Sam the Beach Beagle

I’m Sam. Standing in for HHBlogAngel Today.

Hi.  My name’s Sam.  I’m subbing for BlogAngel today, because she’s sick with something called blog-writer’s block.  At least, that’s what she calls it.  If you ask me, it’s more like, laying-around-in-my-pajamas-with-an-attitude-in-the-middle-of-the-winter-writer’s block… but that’s just me.  What do I know, right?  I’m just a hound dog she sprung from the can a few years back, and nobody asks what I think about anything.  Now, I’m no Einstein, but I can tell you one thing, you aren’t going to burn up the tar to riches, sitting around in your pink, checkered pajamas, while the early birds are out there catching worms, and you’re just catching some more zzzzz’s (Johnny D says stuff like that when Mom’s moping around, and it really ticks her off).

So, I thought I’d sneak up here on this fun, swivelling chair, and take a stab at this writing thing, which, by the way, looks really booorrrrring to those of us who’d prefer to run around in crazy eights on the beach.

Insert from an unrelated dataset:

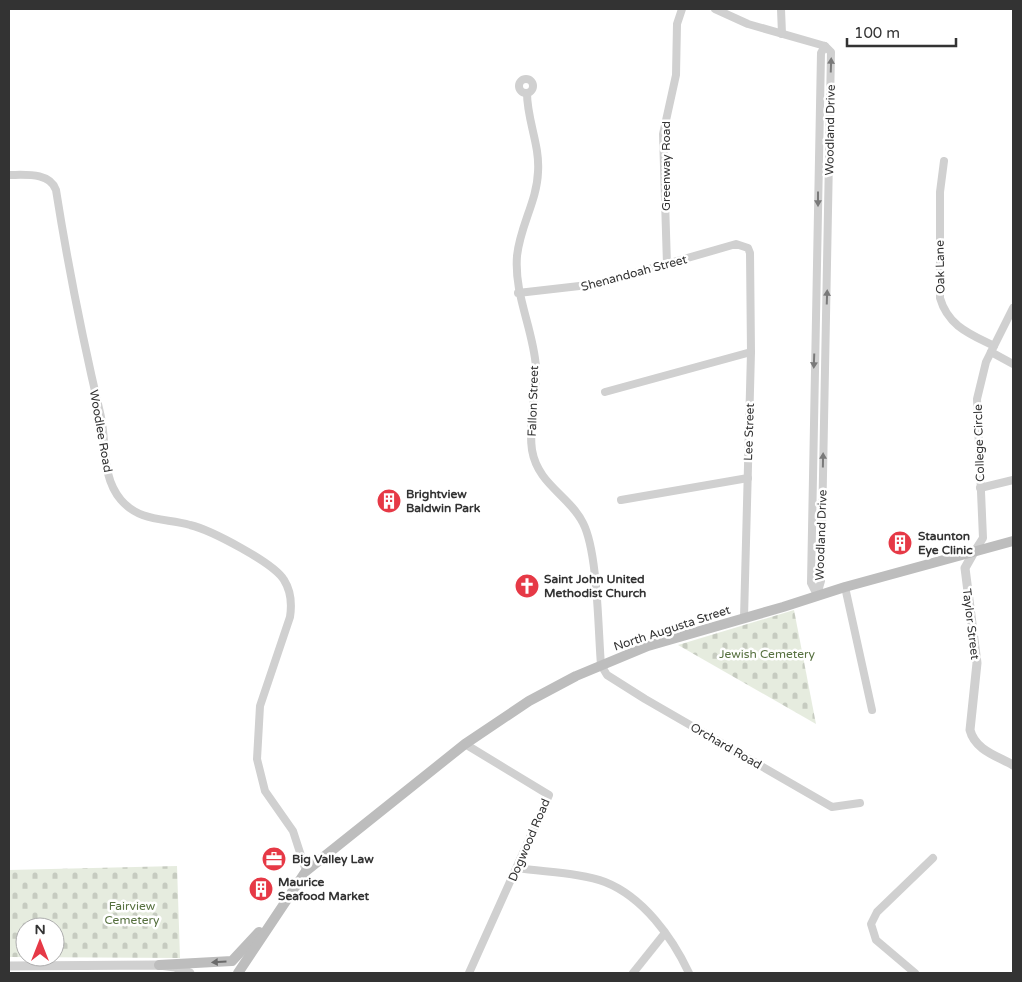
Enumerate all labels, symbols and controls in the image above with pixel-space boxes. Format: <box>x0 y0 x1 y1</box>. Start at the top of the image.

Hey. How hard can it be, right?

Sam and John type

This typing looks pretty easy…

You just sit here and push down on these keys, and you don’t even have to have opposable thumbs; I know, because when I need Johnny D’s attention, I have to stand on his desk and stare at him, and that’s when I see him typing with just his two index fingers, really slow-like (sometimes swearing in between the key punches, and sometimes shouting down to Mom – that’s BlogAngel – “How do you spell, mozzarella?“).  So I know, any idiot can do this writing thing.

Anyhooo… woops, i just hit an extra “o” on ‘hoo”.  Didn’t mean to do that.

So, I’m known around here as the Beach Beagle, but I didn’t start out as a ‘beach’ anything, because, well… I’m from Providence – which is a city in Rhode Island, a BIG city, the capitol city where Johnny D’s from, too – and to be truthful, I’m a beagle mix.  Which, really doesn’t mean anything, Mom says, except that the “mix” part of that label adds spice to my character.  She’s always saying stuff like that about me, because… well, Mom loves me.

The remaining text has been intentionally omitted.